The intelligent contracts attached with the tokens and their automated execution upon the meeting of coded terms in the smart contract will mean automation and lack of administration of much cheaper transactions. The buying and selling of the security tokens will require lesser intermediaries, faster deal execution and lower transactional fees.

3. Increased Transparency:

Since a security token is also essentially a smart contract, it can be embedded with the owner’s responsibility and rights. The fact that records on a blockchain are immutable searches, provenance and trading history would be a cinch. The entire chain of ownership rights, responsibility, and origin of the security token will be entirely transparent.

4. Greater Accessibility:

Most importantly, tokenization could open up the investment world to a large audience. The high liquidity, market movement, lower investment amounts, and shorter periods required to hold the token can make the token economy to the average investor. Like the ticket divides an illiquid asset, the tokens themselves are readily divisible into smaller and smaller fractions enabling even a small investor to participate in the token economy.
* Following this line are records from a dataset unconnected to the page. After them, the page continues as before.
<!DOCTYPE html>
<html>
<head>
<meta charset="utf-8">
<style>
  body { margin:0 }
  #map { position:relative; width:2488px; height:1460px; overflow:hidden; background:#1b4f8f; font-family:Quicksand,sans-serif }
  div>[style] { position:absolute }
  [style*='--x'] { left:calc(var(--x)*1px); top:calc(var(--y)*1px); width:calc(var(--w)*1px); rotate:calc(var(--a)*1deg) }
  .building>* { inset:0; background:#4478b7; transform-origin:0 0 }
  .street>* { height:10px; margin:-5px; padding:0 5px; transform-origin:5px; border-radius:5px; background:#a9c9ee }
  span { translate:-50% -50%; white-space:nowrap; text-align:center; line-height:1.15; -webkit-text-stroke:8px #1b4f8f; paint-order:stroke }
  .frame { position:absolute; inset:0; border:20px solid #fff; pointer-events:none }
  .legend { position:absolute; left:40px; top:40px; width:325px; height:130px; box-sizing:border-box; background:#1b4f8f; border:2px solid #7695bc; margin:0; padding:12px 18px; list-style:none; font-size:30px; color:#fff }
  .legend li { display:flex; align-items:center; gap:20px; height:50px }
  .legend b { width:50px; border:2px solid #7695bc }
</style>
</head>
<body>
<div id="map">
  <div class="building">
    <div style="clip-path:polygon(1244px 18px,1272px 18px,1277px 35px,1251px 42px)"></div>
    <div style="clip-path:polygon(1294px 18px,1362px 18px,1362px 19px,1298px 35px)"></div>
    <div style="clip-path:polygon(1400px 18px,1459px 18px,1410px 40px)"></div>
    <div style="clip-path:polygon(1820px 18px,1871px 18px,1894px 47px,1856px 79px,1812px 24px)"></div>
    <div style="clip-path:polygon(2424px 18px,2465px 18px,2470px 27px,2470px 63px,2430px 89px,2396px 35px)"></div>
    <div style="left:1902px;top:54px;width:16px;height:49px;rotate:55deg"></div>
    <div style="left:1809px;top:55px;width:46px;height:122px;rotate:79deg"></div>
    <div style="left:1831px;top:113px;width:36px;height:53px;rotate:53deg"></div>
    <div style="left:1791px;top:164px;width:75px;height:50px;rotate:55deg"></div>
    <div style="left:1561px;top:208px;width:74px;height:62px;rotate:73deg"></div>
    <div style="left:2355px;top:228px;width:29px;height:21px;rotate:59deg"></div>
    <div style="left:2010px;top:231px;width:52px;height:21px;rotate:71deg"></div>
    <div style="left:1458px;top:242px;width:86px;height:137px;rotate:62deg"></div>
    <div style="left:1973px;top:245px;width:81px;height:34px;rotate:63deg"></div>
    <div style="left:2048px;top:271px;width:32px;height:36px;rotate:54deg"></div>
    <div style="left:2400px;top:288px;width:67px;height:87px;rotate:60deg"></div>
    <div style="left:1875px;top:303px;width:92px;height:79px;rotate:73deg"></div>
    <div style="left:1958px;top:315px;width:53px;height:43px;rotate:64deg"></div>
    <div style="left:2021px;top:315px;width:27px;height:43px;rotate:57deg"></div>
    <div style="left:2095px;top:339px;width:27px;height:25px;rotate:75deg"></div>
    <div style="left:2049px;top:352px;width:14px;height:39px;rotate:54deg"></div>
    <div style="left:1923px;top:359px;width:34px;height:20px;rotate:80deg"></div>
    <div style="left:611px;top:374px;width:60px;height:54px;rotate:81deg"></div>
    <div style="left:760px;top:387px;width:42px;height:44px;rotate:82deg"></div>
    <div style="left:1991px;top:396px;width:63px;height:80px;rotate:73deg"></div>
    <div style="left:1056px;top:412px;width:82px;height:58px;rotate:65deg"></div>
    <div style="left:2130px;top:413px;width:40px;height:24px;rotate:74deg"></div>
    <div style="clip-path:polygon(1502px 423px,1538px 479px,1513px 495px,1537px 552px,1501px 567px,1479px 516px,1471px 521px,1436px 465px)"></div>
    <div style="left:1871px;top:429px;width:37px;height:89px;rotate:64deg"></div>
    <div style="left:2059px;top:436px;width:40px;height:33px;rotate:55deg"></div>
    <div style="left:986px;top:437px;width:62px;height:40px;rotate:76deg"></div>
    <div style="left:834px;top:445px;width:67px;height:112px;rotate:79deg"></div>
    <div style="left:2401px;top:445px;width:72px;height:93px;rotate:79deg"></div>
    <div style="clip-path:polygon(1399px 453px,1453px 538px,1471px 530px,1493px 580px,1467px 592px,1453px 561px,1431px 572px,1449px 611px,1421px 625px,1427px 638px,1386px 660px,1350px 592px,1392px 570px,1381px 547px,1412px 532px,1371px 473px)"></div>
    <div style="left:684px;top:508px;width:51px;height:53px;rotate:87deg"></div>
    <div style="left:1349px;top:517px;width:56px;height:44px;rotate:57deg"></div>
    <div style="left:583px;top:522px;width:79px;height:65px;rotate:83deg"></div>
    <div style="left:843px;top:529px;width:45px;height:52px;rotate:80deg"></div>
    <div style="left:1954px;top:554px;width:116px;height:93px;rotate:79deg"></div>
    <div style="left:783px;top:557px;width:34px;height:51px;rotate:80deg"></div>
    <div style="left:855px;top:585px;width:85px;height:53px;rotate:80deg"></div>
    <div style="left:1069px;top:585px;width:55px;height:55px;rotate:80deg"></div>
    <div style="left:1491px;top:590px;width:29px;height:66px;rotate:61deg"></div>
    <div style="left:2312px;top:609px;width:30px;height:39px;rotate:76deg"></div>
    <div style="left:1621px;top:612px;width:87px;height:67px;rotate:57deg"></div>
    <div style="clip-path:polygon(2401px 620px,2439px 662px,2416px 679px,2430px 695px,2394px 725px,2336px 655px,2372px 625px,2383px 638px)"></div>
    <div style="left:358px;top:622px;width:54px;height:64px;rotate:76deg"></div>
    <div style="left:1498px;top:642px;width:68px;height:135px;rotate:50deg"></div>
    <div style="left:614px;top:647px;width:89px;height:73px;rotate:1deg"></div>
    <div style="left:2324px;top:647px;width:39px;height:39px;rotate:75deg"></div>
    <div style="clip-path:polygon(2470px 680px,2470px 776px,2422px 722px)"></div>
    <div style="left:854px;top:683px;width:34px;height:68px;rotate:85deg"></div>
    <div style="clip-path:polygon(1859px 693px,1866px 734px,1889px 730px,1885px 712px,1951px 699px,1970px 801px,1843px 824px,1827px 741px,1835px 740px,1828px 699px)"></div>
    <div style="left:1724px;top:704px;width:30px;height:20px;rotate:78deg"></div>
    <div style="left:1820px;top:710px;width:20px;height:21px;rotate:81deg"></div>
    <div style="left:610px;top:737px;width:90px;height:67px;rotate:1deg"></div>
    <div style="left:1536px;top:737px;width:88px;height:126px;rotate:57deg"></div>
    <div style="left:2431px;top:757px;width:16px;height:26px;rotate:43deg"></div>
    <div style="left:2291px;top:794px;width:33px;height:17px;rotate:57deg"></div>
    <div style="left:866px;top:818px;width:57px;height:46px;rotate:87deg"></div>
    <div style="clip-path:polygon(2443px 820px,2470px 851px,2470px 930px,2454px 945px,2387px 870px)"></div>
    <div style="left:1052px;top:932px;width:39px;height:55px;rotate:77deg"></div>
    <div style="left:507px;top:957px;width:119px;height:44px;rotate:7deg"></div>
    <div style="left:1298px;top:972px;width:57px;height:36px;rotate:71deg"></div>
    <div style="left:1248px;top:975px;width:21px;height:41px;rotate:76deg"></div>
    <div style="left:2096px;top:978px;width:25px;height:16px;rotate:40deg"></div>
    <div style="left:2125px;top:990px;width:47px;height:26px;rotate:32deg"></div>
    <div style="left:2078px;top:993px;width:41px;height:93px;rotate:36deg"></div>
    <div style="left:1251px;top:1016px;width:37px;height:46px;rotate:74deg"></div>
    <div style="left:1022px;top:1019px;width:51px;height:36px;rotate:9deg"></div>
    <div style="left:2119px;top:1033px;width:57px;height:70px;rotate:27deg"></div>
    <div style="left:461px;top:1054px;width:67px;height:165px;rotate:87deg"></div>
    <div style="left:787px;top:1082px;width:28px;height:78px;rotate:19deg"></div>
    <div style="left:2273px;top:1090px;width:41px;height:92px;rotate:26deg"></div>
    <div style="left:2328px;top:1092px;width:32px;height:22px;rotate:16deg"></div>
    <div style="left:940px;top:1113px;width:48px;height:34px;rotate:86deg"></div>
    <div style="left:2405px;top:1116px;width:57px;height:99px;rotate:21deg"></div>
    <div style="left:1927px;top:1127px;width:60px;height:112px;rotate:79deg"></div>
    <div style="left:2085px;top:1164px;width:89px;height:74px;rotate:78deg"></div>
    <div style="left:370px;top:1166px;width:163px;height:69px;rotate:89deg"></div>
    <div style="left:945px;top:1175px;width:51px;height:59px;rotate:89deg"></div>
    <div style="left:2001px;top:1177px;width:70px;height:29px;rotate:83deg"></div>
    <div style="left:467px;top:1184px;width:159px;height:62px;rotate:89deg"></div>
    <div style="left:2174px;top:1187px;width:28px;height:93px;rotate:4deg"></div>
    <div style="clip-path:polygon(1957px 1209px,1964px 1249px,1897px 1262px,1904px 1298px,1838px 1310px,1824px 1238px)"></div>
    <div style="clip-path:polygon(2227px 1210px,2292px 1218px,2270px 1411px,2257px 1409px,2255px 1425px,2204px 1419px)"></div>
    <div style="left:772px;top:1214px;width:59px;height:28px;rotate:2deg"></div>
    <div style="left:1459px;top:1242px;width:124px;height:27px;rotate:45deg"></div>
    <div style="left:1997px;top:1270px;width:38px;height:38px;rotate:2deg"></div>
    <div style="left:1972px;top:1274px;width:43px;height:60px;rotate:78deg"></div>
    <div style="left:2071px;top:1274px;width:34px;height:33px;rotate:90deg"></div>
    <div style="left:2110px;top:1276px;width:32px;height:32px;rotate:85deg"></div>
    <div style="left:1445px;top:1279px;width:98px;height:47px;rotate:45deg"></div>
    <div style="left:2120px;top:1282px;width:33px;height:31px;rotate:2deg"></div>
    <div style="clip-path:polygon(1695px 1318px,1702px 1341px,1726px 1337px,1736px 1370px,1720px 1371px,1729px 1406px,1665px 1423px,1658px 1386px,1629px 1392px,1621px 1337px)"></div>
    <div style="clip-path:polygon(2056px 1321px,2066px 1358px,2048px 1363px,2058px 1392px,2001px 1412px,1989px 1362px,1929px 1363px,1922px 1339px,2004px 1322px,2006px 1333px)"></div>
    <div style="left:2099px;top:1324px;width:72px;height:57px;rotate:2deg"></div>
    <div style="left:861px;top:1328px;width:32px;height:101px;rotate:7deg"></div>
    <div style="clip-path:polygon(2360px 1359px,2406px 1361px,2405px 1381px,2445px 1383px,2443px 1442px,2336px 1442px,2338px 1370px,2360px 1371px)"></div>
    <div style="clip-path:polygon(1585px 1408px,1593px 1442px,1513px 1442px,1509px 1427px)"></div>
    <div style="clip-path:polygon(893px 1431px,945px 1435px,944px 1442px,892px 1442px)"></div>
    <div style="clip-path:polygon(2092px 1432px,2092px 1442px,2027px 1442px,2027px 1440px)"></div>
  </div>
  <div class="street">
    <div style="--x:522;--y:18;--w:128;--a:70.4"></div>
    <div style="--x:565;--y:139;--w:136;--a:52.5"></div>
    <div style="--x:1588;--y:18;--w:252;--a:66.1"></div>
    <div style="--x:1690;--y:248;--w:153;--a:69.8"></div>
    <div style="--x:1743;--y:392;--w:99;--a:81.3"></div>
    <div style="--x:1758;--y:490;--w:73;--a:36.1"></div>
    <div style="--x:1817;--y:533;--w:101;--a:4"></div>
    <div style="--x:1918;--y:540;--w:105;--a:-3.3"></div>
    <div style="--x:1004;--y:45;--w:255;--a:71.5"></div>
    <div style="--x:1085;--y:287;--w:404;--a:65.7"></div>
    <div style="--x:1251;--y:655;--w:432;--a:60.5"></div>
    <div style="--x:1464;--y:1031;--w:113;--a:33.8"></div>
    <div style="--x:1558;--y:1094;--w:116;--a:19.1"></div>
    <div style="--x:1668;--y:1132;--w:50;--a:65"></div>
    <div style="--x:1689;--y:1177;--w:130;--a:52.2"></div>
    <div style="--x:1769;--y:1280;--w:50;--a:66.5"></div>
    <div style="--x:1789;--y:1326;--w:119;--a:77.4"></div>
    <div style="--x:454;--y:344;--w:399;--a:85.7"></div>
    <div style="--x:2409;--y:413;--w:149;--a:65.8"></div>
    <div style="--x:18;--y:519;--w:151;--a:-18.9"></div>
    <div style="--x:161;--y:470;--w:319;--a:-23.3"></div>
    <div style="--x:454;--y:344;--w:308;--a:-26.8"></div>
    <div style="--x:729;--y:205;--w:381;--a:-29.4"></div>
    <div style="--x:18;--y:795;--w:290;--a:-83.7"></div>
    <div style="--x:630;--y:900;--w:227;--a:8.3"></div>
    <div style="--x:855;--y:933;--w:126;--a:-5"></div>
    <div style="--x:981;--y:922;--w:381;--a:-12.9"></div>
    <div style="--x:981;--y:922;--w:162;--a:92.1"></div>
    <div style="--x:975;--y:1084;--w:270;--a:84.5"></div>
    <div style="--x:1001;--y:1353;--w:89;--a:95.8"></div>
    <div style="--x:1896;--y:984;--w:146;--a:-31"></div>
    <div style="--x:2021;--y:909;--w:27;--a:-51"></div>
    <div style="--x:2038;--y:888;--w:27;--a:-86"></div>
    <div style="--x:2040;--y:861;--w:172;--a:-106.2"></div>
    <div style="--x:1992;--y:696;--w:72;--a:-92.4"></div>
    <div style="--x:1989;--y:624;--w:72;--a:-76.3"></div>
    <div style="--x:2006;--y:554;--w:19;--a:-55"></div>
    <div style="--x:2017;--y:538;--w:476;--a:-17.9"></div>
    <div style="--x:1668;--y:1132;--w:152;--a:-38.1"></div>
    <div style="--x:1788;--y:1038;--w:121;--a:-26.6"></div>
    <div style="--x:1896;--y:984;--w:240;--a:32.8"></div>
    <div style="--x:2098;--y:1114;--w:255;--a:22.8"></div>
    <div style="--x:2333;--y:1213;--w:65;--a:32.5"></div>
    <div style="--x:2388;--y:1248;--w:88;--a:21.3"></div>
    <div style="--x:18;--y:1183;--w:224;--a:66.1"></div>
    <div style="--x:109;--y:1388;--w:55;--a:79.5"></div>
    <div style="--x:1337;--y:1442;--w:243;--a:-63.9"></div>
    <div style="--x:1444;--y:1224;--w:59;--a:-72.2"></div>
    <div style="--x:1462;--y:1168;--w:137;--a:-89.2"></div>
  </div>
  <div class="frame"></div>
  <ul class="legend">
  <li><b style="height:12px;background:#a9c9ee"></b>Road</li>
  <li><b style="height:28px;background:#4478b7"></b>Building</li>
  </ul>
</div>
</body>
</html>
With automated workflows and cheaper and cheaper processing costs, and token administration, the minimum investment amounts will fall further. This will also increase liquidity allowing investors to hold the investments for shorter periods before cashing in. The trading is made even more robust due to secondary markets that operate 24/7.

5. Easier Asset Conversion:

With the DeFi market making the conversion of crypto assets into fiat currency more readily available, the same will become true for security tokens. By providing greater liquidity to an average investor that often shies away from investment into illiquid assets due to fear of the lengthy process of conversion of an illiquid asset into a liquid one.

If anything, the strong emergence and success of the DeFi market have shown us that making finance decentralized, transparent, and easily accessible will bring in more investors, not less, and lead to the market’s democratization.

In conclusion, the advent of a token economy will lead to a more transparent, liquid, accessible, and just financial and investment system that will serve more and more people via financial products and investment opportunities for all.